To believe that targeting individuals or groups on these platforms is any kind of fix is a delusion. It might provide some short-term relief, but it does nothing whatsoever to solve the actual problem, which is the media ecosystem itself, and which itself is self-perpetuating on account of the business models and the concentration of power in the handful of billionaires behind them. Without addressing those two aspects, any other remediation attempts will be at best short-lived; at worst, abused and authoritarian, creating more and deeper crises down the road.
We have a window now to correct the situation at hand, but we must act quickly. And our solutions must come from a place of understanding that media companies, social or otherwise, along with every other corporate power, have been given the great privilege of existing. This privilege has been granted by us, the American people, and we’ve done so with a non-negotiable demand that they exist to serve our best interests.
Media companies, social or otherwise, as their business models make quite clear, seem to believe the situation is reversed--that we exist to serve them. They believe they have consented to provide us with wonderful “free” services, which essentially function as a granular surveillance system for multinational corporations, and that we should thank them for being so charitable--even as they sit on ever-growing mountains of cash generated by our very own posts, likes, comments, and shares.

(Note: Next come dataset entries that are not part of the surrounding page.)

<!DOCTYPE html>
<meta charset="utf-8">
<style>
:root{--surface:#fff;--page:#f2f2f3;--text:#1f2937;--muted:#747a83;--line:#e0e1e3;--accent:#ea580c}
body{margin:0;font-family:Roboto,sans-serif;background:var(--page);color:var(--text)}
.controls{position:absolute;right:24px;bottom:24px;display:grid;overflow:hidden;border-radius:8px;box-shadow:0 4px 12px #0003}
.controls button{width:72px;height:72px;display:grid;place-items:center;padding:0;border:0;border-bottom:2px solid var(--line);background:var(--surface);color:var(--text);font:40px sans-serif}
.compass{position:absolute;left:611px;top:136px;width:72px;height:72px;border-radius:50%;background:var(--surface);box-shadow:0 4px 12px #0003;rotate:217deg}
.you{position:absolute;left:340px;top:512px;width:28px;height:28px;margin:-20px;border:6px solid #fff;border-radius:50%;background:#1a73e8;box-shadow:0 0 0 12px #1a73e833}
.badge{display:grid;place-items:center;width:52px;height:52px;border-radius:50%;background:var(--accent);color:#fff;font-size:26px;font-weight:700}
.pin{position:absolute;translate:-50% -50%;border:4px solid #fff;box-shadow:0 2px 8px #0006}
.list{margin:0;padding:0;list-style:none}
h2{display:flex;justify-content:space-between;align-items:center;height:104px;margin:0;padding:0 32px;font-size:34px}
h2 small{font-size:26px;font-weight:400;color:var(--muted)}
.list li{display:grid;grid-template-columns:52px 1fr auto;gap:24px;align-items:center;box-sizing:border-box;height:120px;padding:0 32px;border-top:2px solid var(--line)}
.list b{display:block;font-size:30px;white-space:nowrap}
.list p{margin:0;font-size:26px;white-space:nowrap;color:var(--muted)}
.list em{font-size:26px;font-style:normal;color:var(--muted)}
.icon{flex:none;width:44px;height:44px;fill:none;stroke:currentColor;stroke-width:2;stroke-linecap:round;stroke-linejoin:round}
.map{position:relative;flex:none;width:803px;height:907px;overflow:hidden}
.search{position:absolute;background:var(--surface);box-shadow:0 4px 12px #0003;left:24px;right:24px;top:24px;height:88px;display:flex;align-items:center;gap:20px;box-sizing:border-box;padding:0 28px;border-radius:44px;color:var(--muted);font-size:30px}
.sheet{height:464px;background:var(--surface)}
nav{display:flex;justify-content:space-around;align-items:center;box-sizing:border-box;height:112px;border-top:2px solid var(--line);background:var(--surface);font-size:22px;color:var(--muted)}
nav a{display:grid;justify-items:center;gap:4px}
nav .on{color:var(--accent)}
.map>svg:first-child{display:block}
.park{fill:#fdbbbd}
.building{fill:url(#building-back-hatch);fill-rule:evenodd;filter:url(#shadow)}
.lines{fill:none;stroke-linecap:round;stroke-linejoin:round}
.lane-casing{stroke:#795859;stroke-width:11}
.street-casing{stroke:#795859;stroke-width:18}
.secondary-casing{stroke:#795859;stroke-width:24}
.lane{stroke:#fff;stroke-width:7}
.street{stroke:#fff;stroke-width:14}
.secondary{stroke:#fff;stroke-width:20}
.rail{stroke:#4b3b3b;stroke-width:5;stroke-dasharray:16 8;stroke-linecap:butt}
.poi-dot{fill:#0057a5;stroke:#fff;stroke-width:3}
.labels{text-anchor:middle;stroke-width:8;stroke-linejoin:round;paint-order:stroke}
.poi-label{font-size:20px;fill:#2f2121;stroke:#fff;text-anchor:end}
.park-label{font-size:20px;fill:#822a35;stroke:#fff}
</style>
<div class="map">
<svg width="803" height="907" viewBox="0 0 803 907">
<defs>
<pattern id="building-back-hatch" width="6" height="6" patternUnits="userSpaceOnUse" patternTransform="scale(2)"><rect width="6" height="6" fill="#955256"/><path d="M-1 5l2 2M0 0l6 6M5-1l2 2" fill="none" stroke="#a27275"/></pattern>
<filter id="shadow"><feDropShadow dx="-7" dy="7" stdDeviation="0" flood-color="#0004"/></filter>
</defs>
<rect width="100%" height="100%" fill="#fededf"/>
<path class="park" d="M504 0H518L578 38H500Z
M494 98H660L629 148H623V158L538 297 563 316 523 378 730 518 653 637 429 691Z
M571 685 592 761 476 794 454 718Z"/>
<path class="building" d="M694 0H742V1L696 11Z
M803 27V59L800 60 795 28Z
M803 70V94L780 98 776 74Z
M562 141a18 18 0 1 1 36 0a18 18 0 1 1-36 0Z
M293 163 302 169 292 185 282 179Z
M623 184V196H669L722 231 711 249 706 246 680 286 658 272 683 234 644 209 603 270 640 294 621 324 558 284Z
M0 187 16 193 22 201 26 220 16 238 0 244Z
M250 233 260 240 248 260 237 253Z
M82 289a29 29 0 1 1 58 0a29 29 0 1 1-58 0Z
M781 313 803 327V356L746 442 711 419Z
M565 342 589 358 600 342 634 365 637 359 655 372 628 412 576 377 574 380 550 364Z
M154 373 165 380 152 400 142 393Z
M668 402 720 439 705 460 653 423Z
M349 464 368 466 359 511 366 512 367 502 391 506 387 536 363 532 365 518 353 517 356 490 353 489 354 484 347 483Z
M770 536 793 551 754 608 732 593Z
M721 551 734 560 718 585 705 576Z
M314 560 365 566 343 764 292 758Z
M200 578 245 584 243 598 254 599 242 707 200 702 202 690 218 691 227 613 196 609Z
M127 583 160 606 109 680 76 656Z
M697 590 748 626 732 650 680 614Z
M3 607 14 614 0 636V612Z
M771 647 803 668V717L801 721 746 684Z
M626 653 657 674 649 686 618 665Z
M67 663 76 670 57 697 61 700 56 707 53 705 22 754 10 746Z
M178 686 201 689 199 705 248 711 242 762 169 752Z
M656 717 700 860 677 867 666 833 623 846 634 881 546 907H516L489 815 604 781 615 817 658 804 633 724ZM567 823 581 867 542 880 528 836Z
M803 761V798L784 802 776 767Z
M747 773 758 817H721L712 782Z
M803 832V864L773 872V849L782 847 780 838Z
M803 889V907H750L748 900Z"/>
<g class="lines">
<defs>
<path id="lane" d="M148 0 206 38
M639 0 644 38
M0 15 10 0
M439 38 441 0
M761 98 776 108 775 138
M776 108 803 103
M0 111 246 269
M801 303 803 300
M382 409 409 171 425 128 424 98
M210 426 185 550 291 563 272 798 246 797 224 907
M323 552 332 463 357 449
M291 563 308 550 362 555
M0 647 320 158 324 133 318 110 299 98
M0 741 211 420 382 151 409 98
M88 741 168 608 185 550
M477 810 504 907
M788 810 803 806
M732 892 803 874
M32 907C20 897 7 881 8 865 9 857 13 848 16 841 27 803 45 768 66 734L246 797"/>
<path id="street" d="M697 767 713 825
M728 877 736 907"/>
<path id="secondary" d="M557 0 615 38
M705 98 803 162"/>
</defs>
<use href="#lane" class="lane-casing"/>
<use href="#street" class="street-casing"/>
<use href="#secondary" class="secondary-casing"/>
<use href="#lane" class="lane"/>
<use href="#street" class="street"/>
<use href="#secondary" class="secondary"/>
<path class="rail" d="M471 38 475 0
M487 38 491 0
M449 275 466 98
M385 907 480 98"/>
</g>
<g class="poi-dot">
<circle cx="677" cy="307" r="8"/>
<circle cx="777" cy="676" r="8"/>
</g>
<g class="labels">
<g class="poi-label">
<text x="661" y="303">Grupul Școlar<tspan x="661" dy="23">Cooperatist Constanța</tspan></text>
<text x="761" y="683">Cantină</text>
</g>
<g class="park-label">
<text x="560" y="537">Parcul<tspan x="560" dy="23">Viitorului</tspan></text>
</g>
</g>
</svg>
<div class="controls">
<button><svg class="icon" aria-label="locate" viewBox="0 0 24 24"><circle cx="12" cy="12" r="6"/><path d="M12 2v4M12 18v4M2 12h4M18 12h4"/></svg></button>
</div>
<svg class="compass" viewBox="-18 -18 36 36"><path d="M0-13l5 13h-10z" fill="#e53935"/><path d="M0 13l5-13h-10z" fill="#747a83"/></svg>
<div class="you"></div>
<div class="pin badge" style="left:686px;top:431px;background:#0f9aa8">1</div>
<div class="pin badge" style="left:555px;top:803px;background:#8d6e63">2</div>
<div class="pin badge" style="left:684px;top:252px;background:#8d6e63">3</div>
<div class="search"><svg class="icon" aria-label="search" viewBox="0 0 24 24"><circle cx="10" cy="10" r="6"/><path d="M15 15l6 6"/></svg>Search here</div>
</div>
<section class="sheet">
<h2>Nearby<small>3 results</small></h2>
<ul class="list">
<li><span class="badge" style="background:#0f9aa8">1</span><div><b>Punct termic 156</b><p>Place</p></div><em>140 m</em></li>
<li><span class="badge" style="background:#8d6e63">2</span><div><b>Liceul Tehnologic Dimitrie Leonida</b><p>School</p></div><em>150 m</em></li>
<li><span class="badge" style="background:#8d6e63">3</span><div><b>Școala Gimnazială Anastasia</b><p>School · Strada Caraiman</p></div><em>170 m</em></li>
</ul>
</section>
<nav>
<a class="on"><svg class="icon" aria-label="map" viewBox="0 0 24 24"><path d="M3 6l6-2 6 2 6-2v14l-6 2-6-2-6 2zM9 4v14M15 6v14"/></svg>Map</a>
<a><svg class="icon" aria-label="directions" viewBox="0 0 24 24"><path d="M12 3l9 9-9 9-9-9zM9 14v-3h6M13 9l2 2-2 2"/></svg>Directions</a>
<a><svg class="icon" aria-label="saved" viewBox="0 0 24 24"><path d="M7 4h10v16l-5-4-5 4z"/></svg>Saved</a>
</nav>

That this is unworkable and incompatible with representative democracy, which by necessity demands a population of voters with the ability to at minimum discern basic reality, seems to me quite obvious. That there is a growing, bipartisan chorus of politicians and individuals demanding regulation and antitrust action around this issue is promising.
My hope is that we will not take a glancing blow at these companies or be distracted by their shallow, blatantly misleading efforts at self-regulation. Repairing the dysfunction they have unleashed within our culture will take generations to correct. Only by striking at the heart of their business model, with a clear-eyed understanding of who exists to serve who, will a true remedy be found that’s bold enough to allow us to even begin that process.